Costs & benefits from 1.5 decade of electricity liberalisation

Referring to Leonardo ENERGY's discussion paper on this subject, prepared by AERE, a web event took place today to present the findings of the paper. Participants reacted that, although the paper does not present major new facts, it puts together a growing body of evidence that pictures a quite different story on liberalisation than is usually reported. View the presentation slides from the web event.

1 comment:

Claudio Canizares said...

The following issues should also be considered in these types of analysis:

- Rate of inflation for multi-year price comparisons.

- The trends shown and discussed in the paper go back to 1991, so it's hard to argue that the deregulation/privatization process, which really started in Europe and North America in the early 2000's, is the only culprit for the problems depicted on these graphs.

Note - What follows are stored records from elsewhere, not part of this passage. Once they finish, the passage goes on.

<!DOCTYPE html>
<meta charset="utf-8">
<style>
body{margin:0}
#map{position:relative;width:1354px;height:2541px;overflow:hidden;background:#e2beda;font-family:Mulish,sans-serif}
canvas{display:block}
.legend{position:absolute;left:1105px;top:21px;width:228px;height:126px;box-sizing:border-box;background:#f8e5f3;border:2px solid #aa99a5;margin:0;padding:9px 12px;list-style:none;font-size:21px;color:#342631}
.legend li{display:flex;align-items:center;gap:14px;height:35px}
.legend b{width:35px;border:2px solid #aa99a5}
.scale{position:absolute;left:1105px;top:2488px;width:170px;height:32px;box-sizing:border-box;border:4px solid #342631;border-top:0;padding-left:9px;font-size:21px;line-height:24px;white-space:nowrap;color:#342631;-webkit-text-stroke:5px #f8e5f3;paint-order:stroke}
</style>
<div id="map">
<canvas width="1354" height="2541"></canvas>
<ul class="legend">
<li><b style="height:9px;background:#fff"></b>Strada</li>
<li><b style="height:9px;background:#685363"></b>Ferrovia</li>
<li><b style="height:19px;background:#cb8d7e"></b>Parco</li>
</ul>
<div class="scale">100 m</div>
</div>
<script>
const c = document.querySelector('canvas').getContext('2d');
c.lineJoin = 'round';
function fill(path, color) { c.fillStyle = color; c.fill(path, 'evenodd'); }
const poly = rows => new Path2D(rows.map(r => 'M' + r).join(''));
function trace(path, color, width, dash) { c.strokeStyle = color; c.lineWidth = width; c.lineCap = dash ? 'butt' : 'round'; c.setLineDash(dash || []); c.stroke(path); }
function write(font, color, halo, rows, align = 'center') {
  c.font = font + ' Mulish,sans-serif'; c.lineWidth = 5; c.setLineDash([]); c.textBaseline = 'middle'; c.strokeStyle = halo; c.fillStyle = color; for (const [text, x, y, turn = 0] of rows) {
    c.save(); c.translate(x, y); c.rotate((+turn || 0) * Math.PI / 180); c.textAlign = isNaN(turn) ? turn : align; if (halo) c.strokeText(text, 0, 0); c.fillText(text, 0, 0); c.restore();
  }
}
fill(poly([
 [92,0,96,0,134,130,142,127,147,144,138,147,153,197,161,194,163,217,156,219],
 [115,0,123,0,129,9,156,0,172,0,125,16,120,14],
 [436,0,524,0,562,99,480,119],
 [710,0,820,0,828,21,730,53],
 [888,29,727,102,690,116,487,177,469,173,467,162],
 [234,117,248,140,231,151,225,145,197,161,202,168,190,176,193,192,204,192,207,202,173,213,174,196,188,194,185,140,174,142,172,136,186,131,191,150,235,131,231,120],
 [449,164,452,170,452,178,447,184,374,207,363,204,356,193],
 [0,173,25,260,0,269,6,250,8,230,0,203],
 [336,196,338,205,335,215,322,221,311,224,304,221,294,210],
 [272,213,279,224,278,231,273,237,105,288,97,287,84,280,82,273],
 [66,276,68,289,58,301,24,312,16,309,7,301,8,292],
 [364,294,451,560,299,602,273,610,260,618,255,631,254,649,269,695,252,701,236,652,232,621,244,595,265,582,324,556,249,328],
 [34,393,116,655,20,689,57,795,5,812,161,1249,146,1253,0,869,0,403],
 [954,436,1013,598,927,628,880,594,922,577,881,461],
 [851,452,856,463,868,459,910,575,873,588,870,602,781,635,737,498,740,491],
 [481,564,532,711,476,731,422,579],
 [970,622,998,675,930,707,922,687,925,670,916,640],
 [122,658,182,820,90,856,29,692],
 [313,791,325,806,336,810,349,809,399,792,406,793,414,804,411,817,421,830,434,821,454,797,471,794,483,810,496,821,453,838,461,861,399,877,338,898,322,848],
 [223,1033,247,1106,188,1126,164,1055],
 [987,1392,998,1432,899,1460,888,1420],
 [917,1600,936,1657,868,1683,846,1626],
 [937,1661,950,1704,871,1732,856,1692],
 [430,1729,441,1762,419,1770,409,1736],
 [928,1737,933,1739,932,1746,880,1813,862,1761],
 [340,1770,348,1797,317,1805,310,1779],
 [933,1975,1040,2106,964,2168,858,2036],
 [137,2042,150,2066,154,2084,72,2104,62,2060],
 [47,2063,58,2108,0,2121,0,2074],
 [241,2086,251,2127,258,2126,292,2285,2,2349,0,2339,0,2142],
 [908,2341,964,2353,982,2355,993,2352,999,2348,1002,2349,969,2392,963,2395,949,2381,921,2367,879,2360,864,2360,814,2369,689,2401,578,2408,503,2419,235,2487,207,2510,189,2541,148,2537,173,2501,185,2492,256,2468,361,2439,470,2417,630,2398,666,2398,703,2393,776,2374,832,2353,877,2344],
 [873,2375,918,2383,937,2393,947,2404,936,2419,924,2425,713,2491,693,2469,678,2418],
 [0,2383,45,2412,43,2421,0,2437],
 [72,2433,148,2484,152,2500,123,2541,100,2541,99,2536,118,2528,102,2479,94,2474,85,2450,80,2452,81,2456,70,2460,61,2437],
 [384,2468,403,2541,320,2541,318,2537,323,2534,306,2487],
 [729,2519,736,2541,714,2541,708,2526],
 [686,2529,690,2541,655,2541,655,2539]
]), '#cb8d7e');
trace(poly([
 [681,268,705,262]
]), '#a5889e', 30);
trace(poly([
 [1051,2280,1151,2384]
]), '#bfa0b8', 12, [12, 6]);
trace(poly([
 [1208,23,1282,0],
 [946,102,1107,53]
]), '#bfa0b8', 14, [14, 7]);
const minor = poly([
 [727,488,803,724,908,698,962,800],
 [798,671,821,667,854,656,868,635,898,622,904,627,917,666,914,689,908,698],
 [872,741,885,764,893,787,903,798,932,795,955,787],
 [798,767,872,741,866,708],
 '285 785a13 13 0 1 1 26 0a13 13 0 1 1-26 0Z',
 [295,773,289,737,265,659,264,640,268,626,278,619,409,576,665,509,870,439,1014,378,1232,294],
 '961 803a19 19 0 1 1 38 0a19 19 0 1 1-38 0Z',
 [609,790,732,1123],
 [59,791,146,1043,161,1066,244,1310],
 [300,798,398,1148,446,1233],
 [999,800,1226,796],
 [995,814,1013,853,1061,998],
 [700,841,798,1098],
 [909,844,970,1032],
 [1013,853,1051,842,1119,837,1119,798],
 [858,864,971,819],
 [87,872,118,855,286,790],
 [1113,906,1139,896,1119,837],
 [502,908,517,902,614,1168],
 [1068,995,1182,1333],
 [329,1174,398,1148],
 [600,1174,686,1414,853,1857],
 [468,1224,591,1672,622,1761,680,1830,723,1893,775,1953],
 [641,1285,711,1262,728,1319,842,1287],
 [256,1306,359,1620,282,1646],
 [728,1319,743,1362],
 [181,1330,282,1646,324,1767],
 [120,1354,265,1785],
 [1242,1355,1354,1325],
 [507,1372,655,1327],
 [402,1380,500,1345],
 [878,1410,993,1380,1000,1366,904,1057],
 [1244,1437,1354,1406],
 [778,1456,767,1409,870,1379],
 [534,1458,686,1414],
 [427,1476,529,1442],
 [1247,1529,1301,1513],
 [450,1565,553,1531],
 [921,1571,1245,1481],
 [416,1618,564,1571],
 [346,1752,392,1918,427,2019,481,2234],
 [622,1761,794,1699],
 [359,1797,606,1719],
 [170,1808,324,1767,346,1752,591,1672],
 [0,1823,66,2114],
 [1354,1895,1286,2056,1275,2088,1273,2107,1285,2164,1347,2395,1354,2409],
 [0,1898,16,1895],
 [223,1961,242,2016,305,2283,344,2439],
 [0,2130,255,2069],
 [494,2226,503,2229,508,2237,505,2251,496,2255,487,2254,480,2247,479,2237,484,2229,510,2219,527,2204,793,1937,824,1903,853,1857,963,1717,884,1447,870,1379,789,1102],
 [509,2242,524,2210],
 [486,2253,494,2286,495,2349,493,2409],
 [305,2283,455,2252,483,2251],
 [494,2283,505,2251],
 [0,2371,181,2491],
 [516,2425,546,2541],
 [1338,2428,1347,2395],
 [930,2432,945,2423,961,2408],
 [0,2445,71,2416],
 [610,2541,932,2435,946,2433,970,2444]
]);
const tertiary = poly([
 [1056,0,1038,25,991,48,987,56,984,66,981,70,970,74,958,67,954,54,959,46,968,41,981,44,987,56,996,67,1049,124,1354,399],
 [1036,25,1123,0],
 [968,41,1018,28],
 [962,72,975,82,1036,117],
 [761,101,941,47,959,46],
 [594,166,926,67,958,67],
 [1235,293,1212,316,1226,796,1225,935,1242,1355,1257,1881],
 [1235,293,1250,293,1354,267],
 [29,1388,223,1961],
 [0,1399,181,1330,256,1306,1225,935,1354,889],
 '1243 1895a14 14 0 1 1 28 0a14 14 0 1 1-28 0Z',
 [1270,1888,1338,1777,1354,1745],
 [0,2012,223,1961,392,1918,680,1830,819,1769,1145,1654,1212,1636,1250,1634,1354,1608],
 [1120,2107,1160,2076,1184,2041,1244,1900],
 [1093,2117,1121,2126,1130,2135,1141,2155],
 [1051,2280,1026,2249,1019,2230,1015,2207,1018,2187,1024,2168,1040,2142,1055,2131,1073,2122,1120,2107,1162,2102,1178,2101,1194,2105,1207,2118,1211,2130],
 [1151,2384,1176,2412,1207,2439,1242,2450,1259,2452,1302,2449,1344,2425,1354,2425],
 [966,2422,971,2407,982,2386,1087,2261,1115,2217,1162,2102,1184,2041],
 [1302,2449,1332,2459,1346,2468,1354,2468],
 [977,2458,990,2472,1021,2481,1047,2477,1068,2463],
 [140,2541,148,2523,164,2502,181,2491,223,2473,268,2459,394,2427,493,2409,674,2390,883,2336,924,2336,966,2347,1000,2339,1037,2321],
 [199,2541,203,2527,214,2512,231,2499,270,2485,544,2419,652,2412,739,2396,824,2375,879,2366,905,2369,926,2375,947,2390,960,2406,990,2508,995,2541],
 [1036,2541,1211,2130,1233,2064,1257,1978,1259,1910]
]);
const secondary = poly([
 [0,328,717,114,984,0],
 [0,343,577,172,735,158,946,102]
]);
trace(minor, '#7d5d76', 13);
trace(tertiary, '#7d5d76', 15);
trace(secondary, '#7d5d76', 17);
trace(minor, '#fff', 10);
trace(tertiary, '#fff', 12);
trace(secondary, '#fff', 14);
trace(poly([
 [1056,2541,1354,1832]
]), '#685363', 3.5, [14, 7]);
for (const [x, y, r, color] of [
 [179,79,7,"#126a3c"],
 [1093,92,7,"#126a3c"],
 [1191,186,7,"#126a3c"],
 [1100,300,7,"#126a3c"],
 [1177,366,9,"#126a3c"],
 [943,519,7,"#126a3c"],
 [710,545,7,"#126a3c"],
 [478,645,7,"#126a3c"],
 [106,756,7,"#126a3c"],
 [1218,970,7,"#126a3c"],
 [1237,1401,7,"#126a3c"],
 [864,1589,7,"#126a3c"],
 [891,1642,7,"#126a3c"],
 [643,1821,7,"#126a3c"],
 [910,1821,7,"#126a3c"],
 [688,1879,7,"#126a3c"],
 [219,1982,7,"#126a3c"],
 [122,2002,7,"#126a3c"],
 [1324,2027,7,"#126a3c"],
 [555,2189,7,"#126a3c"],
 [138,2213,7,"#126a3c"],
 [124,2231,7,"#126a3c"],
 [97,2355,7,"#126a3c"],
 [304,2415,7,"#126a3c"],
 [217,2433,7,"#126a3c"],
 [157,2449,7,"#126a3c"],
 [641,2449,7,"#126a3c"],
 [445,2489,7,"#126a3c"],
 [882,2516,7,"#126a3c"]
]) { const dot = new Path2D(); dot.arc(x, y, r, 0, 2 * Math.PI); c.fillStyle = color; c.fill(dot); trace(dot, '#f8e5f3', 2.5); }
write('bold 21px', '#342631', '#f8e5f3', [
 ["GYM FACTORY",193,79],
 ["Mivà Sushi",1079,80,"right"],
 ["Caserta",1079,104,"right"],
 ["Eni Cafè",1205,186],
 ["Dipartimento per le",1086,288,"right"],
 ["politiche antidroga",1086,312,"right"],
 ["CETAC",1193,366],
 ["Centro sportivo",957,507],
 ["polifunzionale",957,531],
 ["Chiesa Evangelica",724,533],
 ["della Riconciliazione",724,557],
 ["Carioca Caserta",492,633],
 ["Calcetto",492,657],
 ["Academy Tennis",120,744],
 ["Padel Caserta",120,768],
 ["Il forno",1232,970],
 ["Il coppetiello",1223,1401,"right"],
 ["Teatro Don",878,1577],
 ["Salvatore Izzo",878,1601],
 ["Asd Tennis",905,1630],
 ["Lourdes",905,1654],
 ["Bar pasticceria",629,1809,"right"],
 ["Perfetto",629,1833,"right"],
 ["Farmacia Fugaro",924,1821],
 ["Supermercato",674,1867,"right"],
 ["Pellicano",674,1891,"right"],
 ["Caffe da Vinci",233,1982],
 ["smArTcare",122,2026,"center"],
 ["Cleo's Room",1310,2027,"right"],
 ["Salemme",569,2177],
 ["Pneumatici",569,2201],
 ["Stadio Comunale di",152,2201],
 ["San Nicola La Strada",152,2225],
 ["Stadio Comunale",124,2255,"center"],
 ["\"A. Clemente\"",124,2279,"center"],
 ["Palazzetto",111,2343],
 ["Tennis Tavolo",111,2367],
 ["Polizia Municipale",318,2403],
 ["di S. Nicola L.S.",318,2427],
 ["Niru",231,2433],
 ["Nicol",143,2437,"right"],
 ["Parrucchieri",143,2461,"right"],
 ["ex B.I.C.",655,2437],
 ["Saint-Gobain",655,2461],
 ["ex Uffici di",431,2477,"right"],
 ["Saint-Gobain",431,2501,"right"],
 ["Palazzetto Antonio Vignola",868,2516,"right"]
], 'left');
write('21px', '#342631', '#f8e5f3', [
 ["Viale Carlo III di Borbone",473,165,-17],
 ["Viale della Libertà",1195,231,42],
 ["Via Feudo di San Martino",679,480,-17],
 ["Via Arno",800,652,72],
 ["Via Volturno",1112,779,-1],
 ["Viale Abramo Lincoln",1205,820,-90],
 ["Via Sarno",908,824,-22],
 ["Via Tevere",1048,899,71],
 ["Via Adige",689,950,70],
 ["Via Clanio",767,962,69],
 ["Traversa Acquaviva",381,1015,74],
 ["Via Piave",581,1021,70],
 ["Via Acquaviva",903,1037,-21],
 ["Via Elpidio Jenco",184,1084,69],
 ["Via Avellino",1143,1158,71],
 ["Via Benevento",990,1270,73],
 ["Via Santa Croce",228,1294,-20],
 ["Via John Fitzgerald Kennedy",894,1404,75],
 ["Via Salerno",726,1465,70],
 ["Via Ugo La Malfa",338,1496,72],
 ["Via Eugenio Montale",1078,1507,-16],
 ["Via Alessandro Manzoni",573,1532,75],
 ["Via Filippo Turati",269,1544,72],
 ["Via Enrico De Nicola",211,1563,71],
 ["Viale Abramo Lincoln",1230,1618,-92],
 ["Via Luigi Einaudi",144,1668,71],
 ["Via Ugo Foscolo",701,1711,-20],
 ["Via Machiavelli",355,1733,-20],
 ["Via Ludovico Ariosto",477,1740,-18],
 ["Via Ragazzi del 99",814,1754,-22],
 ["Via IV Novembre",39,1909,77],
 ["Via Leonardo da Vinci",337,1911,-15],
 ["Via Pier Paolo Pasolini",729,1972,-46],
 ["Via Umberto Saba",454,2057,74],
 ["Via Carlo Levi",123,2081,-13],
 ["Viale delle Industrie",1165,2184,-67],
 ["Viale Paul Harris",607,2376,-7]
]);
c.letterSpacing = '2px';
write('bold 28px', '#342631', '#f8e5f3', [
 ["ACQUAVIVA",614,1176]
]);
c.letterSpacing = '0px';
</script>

- Rates in many jurisdictions with government owned, vertically-integrated utilities were basically subsidized (e.g. Ontario, Canada), so no surprisingly, prices went up when market were privatized/deregulated. One advantage of paying the actual cost of electricity is that it'll force people to think before wasting energy.

- Many government owned utilities were bloated with lots of people and inefficiencies, as many other bureaucratic entities, so no surprisingly the number of people employed in the sector has gone down.

- The privatization/deregulation process has shaken a VERY conservative market place, which has been very slow in developing and adopting new technologies. New technical and business opportunities are being created by this shake up.